Roman, lui, menait sa propre vie, un peu loin de nous. Il n'était jamais vraiment là, ni tout à fait ailleurs. Comme déchiré entre nous, ses amis de toujours, le sang de son sang ; et un nouveau quotidien secret qui lui tendait les bras. Je lui posais quelques questions subtiles, et il me répondait toujours vaguement, avec l'ombre d'un sourire au coin des lèvres. J'avais peur qu'un jour, il ne soit plus là. Qu'il parte là où il méritait d'être, un endroit où la joie résonne de part en part, où l'espoir est permis, où l'on danse, où l'on boit, où l'on rit jusqu'au soleil, où même la nuit n'a pas de bout. Un endroit qui lui fasse penser à ces pays imaginaires où il s'enfuyait avec Salomon, étant petits. J'espérais qu'il soit heureux, qu'il goûte à la vraie vie, celle qu'il avait réalisé ce soir là, ce soir d'horreur, ce soir où tout était arrivé, où tout nous était tombé dessus.


Alors quand il m'a dit qu'il m'emmenait en soirée, je n'ai pas riposté. Il aurait pu m'emmener n'importe où, je l'aurais suivi. Partout où il était, il y avait un peu de Salomon aussi. Et les mois passaient et Salomon était toujours là-bas. Et moi si loin, et pourtant à quelques kilomètres, de lui.
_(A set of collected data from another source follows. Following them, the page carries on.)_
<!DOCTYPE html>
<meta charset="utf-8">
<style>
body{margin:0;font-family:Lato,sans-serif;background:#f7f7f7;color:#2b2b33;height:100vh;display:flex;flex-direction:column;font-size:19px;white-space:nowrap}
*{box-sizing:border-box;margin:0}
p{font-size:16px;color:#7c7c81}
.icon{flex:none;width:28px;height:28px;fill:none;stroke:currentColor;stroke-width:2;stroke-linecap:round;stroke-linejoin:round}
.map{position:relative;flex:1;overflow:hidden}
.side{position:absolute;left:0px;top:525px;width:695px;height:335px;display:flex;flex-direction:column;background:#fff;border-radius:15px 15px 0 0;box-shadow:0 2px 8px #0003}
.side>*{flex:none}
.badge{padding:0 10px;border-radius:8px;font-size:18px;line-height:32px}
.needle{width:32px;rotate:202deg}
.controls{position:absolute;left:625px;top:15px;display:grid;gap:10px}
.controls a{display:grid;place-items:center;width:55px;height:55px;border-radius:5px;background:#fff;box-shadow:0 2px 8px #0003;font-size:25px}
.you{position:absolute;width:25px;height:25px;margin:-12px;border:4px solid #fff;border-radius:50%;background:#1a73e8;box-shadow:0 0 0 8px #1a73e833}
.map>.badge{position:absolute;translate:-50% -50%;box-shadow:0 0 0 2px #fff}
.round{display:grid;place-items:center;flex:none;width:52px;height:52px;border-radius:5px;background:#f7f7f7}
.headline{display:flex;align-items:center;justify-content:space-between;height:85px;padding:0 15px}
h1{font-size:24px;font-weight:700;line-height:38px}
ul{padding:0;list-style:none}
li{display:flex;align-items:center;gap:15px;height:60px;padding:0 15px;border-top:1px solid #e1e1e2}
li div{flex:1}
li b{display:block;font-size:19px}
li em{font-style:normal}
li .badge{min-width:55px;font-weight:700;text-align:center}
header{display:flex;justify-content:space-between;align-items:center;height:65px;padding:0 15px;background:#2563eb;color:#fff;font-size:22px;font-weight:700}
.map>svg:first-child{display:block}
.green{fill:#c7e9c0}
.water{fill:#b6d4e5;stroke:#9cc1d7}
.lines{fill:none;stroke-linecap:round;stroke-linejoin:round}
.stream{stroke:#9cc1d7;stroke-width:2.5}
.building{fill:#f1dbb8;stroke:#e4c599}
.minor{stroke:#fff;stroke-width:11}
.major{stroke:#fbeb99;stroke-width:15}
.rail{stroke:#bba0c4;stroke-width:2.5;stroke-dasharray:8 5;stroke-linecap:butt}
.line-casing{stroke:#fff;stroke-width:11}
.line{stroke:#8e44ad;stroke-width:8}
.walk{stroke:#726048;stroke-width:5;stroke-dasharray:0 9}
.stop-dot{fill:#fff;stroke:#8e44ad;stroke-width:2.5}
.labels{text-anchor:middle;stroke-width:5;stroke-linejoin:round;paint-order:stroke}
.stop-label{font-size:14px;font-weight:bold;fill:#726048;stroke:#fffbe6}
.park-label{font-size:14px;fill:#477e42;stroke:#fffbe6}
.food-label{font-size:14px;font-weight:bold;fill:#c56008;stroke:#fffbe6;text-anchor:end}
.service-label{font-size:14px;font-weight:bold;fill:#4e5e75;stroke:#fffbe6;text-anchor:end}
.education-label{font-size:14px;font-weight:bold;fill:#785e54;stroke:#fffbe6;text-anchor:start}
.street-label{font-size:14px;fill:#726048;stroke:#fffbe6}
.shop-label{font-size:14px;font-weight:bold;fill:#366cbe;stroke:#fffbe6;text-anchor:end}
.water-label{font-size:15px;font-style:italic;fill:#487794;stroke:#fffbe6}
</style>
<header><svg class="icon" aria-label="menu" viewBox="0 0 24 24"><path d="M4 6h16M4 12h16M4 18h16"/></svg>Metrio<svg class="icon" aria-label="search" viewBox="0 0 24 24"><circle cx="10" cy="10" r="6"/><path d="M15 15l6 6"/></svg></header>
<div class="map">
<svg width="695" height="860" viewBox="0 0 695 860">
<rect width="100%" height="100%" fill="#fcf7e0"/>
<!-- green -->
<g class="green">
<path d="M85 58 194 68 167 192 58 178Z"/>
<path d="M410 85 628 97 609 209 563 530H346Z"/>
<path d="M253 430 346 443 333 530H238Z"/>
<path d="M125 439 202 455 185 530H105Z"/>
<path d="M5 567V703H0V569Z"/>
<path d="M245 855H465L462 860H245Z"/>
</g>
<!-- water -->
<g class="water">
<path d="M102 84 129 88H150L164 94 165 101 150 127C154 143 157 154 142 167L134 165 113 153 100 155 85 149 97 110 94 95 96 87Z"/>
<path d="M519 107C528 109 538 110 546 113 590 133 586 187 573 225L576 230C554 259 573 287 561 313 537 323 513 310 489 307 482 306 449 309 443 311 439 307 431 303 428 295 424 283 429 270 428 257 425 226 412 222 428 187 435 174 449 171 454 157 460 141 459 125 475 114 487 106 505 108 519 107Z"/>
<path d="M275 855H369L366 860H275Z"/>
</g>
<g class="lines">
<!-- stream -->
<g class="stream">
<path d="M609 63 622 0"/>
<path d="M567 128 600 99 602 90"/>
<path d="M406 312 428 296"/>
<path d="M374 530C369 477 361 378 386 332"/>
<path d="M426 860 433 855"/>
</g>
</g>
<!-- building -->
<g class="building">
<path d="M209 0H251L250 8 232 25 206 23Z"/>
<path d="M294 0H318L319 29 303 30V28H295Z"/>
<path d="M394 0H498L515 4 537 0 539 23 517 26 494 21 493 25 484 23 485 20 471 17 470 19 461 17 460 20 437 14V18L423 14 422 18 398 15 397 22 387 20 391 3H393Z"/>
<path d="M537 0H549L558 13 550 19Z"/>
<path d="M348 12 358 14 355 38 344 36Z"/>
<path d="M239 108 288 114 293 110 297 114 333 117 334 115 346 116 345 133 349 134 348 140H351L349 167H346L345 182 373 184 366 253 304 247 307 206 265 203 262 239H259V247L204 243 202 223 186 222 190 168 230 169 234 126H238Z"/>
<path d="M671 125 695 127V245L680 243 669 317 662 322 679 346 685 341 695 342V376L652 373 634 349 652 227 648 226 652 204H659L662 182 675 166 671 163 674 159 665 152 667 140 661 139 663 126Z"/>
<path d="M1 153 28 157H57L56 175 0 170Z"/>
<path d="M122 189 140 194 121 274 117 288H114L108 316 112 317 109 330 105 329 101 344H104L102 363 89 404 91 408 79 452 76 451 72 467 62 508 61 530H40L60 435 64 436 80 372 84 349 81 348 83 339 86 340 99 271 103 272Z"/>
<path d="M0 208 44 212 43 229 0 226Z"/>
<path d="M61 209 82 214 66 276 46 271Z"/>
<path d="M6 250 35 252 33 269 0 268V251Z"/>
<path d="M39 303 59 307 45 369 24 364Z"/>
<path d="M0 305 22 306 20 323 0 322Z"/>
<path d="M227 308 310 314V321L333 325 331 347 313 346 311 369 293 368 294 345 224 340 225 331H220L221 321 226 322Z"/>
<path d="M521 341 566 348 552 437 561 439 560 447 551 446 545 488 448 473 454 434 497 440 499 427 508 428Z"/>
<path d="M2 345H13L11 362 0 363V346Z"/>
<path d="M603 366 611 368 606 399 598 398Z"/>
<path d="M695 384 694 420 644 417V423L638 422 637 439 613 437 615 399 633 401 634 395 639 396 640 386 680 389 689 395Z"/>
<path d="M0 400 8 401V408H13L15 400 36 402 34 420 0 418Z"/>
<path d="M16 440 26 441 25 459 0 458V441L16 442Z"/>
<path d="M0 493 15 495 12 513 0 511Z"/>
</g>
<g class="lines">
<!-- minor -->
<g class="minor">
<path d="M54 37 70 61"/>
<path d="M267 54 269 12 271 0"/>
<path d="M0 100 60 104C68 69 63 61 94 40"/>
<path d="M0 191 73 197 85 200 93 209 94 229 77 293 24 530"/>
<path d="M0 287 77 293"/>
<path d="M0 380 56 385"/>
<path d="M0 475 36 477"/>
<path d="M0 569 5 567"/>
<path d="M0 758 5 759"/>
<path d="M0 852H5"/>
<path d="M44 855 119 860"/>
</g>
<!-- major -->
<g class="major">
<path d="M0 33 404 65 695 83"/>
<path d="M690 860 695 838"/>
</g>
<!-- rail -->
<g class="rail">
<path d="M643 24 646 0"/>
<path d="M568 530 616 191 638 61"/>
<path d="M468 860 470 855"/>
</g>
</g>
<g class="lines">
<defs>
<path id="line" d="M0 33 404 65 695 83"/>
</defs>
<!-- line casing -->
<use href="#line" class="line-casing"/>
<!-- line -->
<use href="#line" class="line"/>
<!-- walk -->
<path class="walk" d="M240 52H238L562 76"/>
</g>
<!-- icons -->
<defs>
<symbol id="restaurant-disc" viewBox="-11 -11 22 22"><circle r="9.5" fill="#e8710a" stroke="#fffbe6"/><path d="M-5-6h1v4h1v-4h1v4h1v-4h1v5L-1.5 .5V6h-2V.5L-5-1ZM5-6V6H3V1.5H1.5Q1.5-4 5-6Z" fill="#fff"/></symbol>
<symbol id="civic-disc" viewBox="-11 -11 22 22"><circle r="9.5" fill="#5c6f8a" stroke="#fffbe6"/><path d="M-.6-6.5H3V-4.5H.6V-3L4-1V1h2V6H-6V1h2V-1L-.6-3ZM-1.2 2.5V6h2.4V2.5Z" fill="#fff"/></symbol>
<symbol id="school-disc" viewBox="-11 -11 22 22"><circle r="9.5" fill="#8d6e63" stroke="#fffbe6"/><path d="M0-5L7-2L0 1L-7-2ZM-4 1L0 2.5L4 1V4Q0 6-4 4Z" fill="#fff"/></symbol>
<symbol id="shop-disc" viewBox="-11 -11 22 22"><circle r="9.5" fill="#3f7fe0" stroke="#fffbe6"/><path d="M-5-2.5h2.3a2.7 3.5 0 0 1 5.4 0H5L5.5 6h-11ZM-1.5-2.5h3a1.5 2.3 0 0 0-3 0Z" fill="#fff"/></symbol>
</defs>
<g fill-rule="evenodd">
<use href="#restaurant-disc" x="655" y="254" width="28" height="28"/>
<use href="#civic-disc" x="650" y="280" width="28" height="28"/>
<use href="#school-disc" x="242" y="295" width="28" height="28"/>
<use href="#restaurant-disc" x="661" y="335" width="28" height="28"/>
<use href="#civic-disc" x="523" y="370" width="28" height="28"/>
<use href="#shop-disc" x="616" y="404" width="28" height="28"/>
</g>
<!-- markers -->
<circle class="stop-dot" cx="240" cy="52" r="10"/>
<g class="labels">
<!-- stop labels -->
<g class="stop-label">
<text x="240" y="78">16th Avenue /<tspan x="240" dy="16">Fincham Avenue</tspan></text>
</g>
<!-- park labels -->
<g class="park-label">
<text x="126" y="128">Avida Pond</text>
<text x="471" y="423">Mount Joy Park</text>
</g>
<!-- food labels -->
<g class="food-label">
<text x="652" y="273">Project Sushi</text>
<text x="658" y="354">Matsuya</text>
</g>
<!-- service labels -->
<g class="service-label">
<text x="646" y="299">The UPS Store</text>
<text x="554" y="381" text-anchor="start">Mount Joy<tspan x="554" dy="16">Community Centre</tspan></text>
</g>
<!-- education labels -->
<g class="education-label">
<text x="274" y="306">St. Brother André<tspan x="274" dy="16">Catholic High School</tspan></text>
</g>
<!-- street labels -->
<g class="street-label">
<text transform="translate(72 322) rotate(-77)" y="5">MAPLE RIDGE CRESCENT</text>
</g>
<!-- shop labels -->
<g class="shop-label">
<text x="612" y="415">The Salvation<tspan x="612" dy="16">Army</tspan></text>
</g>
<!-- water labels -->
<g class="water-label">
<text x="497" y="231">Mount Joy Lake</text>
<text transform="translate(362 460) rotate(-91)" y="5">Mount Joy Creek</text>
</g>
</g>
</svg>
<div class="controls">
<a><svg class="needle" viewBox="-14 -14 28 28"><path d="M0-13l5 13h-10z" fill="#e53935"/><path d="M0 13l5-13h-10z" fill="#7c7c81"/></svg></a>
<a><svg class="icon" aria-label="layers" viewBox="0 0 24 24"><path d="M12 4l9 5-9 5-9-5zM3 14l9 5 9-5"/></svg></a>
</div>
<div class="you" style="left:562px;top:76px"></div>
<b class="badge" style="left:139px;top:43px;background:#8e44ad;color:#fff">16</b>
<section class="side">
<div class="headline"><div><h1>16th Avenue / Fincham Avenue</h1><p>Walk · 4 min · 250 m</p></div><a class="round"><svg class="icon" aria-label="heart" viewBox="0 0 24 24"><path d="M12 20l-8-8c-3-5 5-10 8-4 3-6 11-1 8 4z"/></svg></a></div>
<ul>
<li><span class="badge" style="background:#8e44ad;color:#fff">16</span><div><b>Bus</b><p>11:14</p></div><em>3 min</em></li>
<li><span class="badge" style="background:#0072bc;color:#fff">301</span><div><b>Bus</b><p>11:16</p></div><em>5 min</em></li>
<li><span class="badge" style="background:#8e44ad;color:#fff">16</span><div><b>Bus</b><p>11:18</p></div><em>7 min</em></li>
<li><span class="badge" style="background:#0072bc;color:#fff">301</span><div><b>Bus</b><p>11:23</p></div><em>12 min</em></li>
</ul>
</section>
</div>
La fête battait son plein dans l'appartement parisien. J'ai revu des visages familiers, qui m'ont tous fait l'effet d'une claque. La plupart étaient des ami-e-s d'avant, ceux des festins, des soirées dans les bars, quand tout allait encore à peu près bien, quand Salomon était encore là. Mais depuis ce soir là, depuis que tout était arrivé, je les avais oublié. Je ne savais même pas qui avait essayé de prendre des nouvelles, qui avait cherché à nous voir, à nous tendre la main. J'avais tout rejeté autour de moi, même Oliver et Adèle, au début. Même ma propre vie.

Mais ma vie, elle, continuait. J'avais le droit de danser, d'oublier, un peu, au moins l'espace d'une nuit. Tant que je restais forte, tant que je ne craquais pas, je me laissais le droit de tout faire et tout croire.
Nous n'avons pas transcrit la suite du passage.